Neil Gaiman once said: "I always loved the idea of doing a Sandman/Batman Animated cartoon episode, and we were definitely talking about it in '93, after Vertigo came into existence...I'd assumed that they lost interest. But there was definitely some kind of Vertigo/DC divide that came into existence in there somewhere, imposed from DC/Vertigo editorial and above, worried, I was told, that a kid would feel pressured by continuity to pick up a 'For Mature Readers' title and the world would end."

==Canceled characters==
A few characters were developed by writers and producers during the production of the various shows; however, they ultimately did not appear in any episodes or films.

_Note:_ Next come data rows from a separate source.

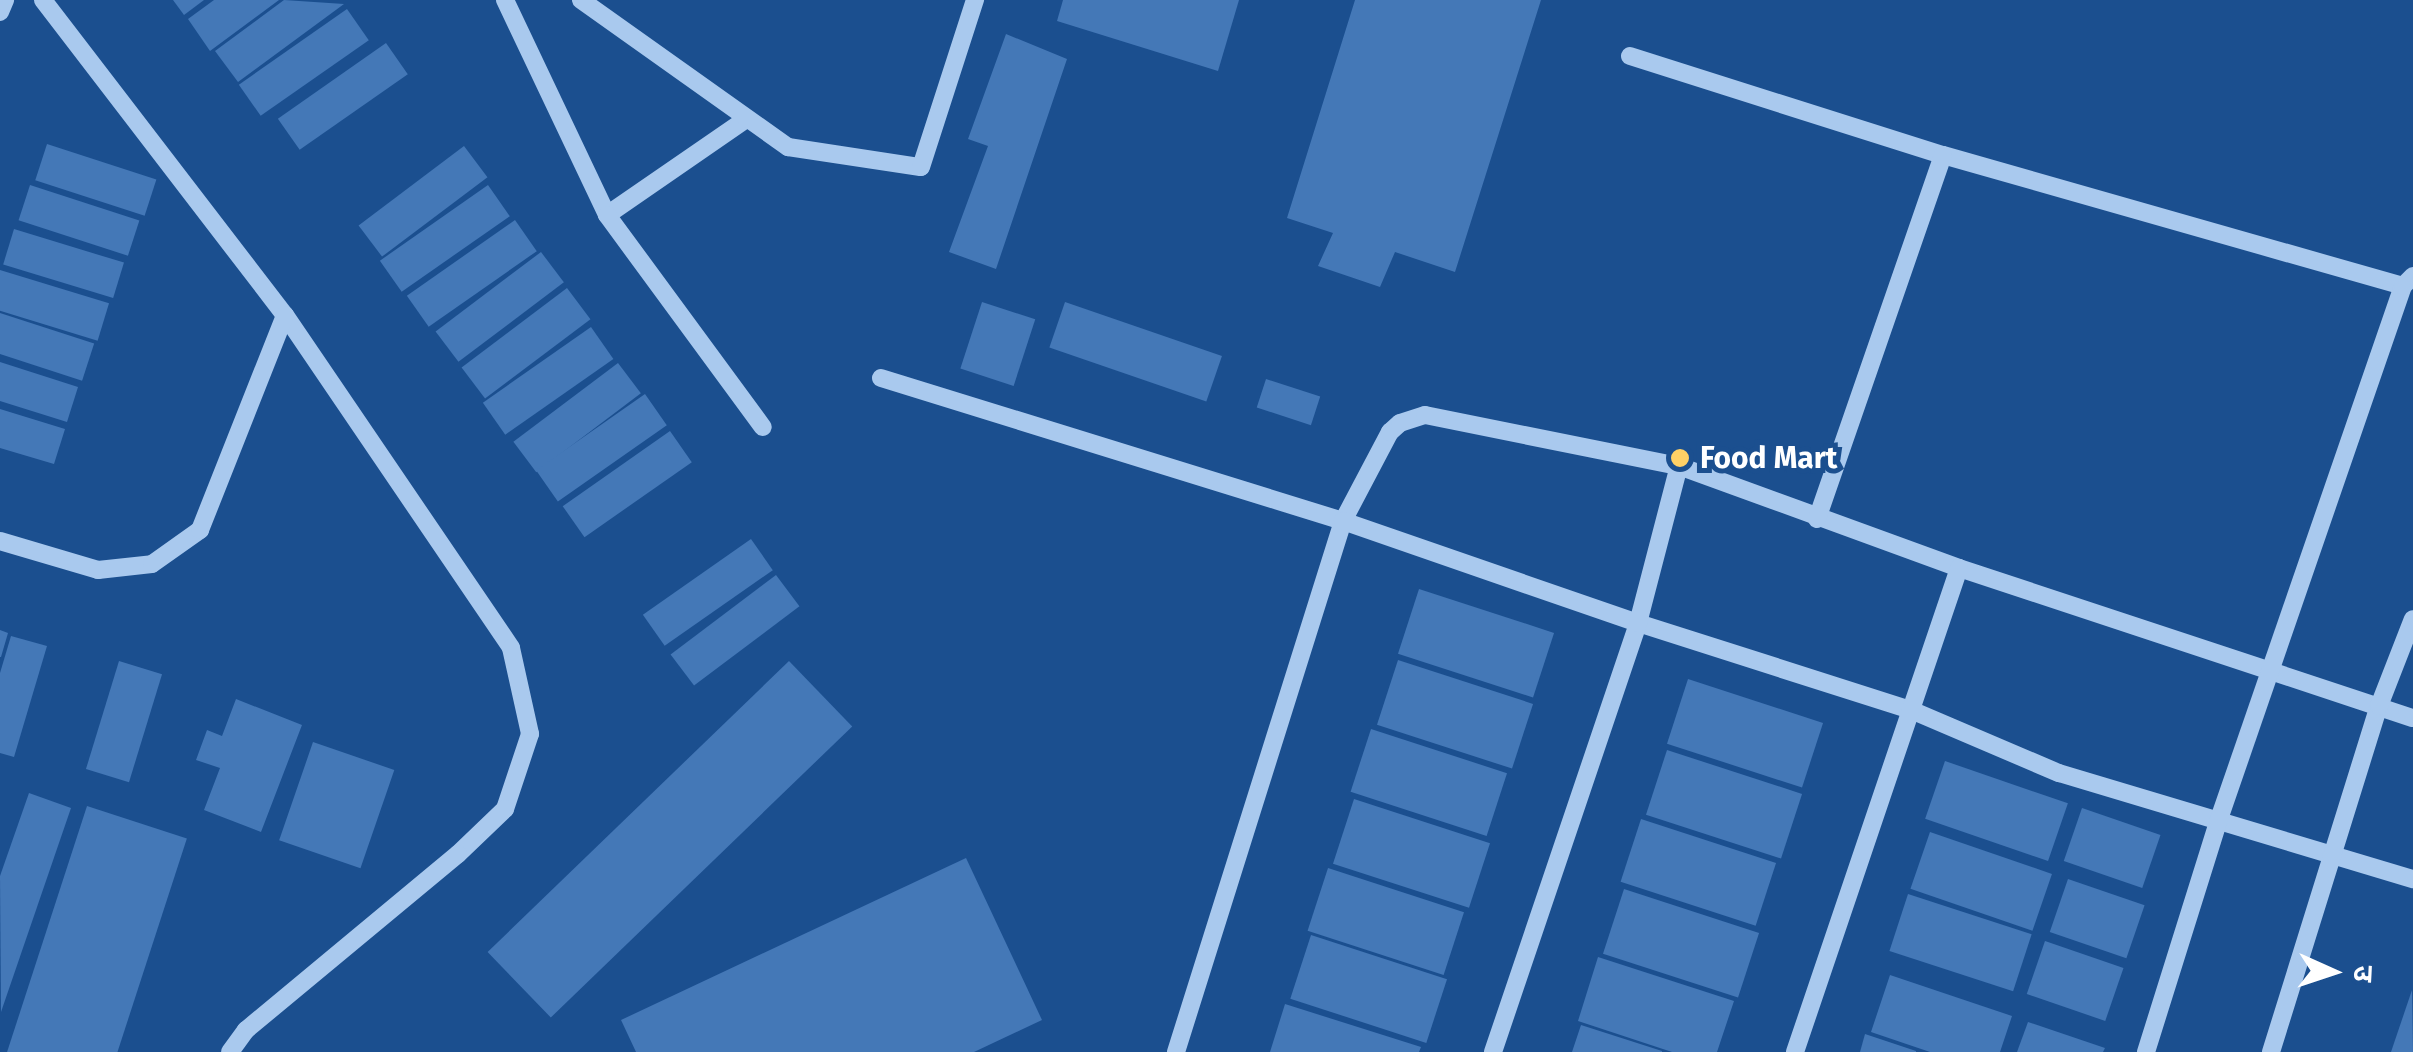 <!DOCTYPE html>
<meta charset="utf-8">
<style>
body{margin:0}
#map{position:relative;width:2413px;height:1052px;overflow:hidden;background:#1b4f8f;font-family:"Fira Sans","Noto Sans Devanagari",sans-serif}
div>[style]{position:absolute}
.building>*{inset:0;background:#4478b7;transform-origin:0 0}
.minor>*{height:18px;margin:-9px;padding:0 9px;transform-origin:9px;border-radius:9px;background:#a9c9ee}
.dots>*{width:28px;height:28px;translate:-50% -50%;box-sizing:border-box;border:5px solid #1b4f8f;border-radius:50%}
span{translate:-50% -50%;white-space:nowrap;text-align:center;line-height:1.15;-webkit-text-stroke:10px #1b4f8f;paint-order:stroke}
.poi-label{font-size:30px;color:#fff;font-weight:700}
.left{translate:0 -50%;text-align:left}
.north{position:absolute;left:2283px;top:922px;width:100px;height:100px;-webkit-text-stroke:8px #1b4f8f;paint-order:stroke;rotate:93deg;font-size:28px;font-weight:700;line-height:40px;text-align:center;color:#fff}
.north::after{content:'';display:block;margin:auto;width:35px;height:45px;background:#fff;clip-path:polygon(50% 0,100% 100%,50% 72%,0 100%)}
</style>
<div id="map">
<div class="building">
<i style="clip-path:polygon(173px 0,204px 0,184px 15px)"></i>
<i style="clip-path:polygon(214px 0,279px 0,210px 51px,188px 19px)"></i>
<i style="clip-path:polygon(284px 0,344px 4px,238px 82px,215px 51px)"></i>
<i style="clip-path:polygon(1063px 0,1239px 0,1218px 71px,1057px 21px)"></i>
<i style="clip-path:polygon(1355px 0,1541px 0,1455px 272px,1395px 252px,1380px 287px,1318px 266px,1333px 233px,1287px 218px)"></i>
<i style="left:347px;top:9px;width:38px;height:132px;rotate:55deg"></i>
<i style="clip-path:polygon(1006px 34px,1067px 59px,996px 269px,949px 252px,988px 146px,968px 139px)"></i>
<i style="left:386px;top:43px;width:38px;height:132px;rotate:55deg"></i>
<i style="left:47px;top:144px;width:115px;height:38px;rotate:18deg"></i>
<i style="left:464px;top:146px;width:39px;height:132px;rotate:53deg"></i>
<i style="left:30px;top:185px;width:115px;height:37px;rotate:18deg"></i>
<i style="left:488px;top:185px;width:38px;height:132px;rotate:55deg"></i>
<i style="left:515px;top:220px;width:38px;height:132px;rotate:55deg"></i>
<i style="left:14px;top:229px;width:115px;height:37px;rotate:17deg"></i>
<i style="left:541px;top:252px;width:38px;height:132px;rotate:53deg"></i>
<i style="left:0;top:270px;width:114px;height:39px;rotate:17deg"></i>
<i style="left:567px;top:288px;width:39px;height:132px;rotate:53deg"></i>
<i style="left:982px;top:302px;width:56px;height:70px;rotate:18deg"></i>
<i style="left:1065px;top:302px;width:166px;height:48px;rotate:19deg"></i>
<i style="left:0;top:313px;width:99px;height:39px;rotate:18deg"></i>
<i style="left:591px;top:327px;width:39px;height:132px;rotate:55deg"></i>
<i style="clip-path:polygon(0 362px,78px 387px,67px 422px,0 401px)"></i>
<i style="left:618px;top:363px;width:38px;height:131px;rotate:53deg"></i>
<i style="left:1266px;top:379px;width:57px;height:30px;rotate:18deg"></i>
<i style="left:645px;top:394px;width:38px;height:133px;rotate:55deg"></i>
<i style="clip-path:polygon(0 409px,65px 429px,54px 464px,0 448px)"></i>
<i style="left:670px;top:431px;width:38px;height:131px;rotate:55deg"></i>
<i style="left:751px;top:539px;width:38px;height:132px;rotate:55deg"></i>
<i style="left:776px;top:575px;width:39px;height:132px;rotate:53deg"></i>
<i style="left:1419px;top:589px;width:142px;height:68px;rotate:18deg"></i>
<i style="clip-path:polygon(0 630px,8px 633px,1px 657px,0 657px)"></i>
<i style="clip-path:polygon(11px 636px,47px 646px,14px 757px,0 753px,0 673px)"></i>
<i style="left:1398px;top:660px;width:142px;height:68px;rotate:18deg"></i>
<i style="left:119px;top:661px;width:45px;height:113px;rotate:17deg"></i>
<i style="left:789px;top:661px;width:91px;height:419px;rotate:46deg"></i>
<i style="left:1688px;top:679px;width:142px;height:68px;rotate:18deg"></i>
<i style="clip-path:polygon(236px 699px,302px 725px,261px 832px,204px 810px,220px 768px,196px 760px,207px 730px,222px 736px)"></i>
<i style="left:1371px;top:729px;width:143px;height:66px;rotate:18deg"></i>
<i style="left:313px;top:742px;width:86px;height:104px;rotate:19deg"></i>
<i style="left:1667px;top:750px;width:142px;height:68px;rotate:18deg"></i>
<i style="left:1945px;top:761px;width:130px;height:61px;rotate:19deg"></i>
<i style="clip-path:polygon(29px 793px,71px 808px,1px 1012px,0 876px)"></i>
<i style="left:1354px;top:799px;width:143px;height:68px;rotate:18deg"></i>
<i style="left:87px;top:806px;width:105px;height:259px;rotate:18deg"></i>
<i style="left:2082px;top:808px;width:83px;height:56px;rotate:19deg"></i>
<i style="left:1641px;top:819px;width:142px;height:66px;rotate:18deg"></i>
<i style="left:1930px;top:832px;width:129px;height:60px;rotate:19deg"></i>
<i style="clip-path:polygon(966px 858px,1042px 1020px,974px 1052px,636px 1052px,621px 1020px)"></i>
<i style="left:1328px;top:868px;width:143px;height:66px;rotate:18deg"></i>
<i style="left:2068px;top:879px;width:81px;height:56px;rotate:19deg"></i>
<i style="left:1624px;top:889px;width:142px;height:68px;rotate:18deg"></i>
<i style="left:1908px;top:894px;width:130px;height:60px;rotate:18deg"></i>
<i style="left:1311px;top:935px;width:143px;height:67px;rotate:18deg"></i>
<i style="left:2045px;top:941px;width:83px;height:56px;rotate:19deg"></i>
<i style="clip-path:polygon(1598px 957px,1734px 1001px,1717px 1052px,1672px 1052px,1578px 1021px)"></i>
<i style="clip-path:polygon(1890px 975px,2012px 1016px,2000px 1052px,1930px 1052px,1871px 1032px)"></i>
<i style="clip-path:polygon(2412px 990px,2413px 1052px,2391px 1052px)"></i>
<i style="clip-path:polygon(1285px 1004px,1421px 1047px,1419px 1052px,1270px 1052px)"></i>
<i style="clip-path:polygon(2028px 1022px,2105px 1048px,2103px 1052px,2017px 1052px)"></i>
<i style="clip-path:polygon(1581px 1025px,1662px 1051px,1662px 1052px,1572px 1052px)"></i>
<i style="clip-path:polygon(1865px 1034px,1916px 1051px,1916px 1052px,1860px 1052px)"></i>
</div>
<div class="minor">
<i style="left:43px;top:0;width:397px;rotate:52.5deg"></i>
<i style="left:285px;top:315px;width:402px;rotate:55.8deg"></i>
<i style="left:511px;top:648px;width:88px;rotate:77.5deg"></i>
<i style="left:530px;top:734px;width:79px;rotate:108.4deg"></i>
<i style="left:505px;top:809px;width:65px;rotate:136.2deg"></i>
<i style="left:458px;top:854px;width:276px;rotate:140.3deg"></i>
<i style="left:246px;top:1030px;width:27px;rotate:126deg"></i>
<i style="left:505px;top:0;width:238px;rotate:64.6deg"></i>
<i style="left:607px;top:215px;width:169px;rotate:-34.6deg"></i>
<i style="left:581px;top:0;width:254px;rotate:35.4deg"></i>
<i style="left:788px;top:147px;width:134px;rotate:8.6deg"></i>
<i style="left:921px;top:167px;width:176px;rotate:-72.1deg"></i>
<i style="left:0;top:12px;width:13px;rotate:-67deg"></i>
<i style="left:1630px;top:56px;width:328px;rotate:17.6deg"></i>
<i style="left:1943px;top:155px;width:478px;rotate:15.9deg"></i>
<i style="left:607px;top:215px;width:263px;rotate:53.7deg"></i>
<i style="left:881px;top:378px;width:484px;rotate:17.2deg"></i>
<i style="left:1343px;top:521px;width:101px;rotate:-62.2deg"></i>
<i style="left:1390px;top:432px;width:13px;rotate:-42deg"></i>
<i style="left:1400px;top:423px;width:26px;rotate:-18deg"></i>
<i style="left:1425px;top:415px;width:259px;rotate:11.4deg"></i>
<i style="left:1679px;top:466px;width:298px;rotate:20deg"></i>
<i style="left:1959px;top:568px;width:478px;rotate:18.3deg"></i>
<i style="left:1817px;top:519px;width:385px;rotate:-70.9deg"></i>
<i style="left:0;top:541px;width:102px;rotate:16.5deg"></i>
<i style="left:98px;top:570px;width:54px;rotate:-6.3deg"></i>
<i style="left:152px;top:564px;width:59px;rotate:-35.3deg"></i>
<i style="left:200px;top:530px;width:231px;rotate:-68.4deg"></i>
<i style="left:1176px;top:1052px;width:557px;rotate:-72.54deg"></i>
<i style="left:1343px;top:521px;width:312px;rotate:19.1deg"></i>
<i style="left:1638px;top:623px;width:287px;rotate:17.7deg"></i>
<i style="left:1911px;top:710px;width:161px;rotate:23.1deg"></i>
<i style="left:2059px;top:773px;width:370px;rotate:16.7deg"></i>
<i style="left:1493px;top:1052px;width:453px;rotate:-71.3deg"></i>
<i style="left:1638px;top:623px;width:162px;rotate:-75.4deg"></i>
<i style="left:1795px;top:1052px;width:511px;rotate:-71.28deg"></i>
<i style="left:2146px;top:1052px;width:241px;rotate:-72.6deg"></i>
<i style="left:2218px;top:822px;width:567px;rotate:-70.96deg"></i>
<i style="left:2403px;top:286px;width:14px;rotate:-45deg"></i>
<i style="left:2271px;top:1052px;width:362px;rotate:-72.7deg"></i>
<i style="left:2379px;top:706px;width:93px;rotate:-68.7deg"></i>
</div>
<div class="dots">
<i style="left:1680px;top:458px;background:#ffd166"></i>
</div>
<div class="poi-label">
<span class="left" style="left:1700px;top:458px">Food Mart</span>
</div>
<div class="north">उ</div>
</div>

===Cyborgirl and Impulse===
When Justice League was pitched to the Kids' WB network, the lineup originally included three young members as proteges for the League. The members would have been Robin, Impulse, and an original character described as a "teenage female version of Cyborg" (Cyborgirl). The promo, which is viewable on the fourth disc of the Justice League Season 1 boxset, is the only appearance of Cyborgirl and Impulse in the DC Animated Universe.

===Nightshade===
When plans for a Justice League series were originally in development in the late 1990s, Nightshade was included in a roster of prospective Justice League members by producer Bruce Timm. Plans for the original series were canceled and production moved onto Superman: The Animated Series. She did not make into the Justice League series once it entered production.

===Nocturna===
Nocturna was scheduled to appear in an episode of Batman: The Animated Series as a vampire, but the episode was canceled after Fox censors objected to the storyline, which would have involved Batman being turned into a vampire and craving human blood.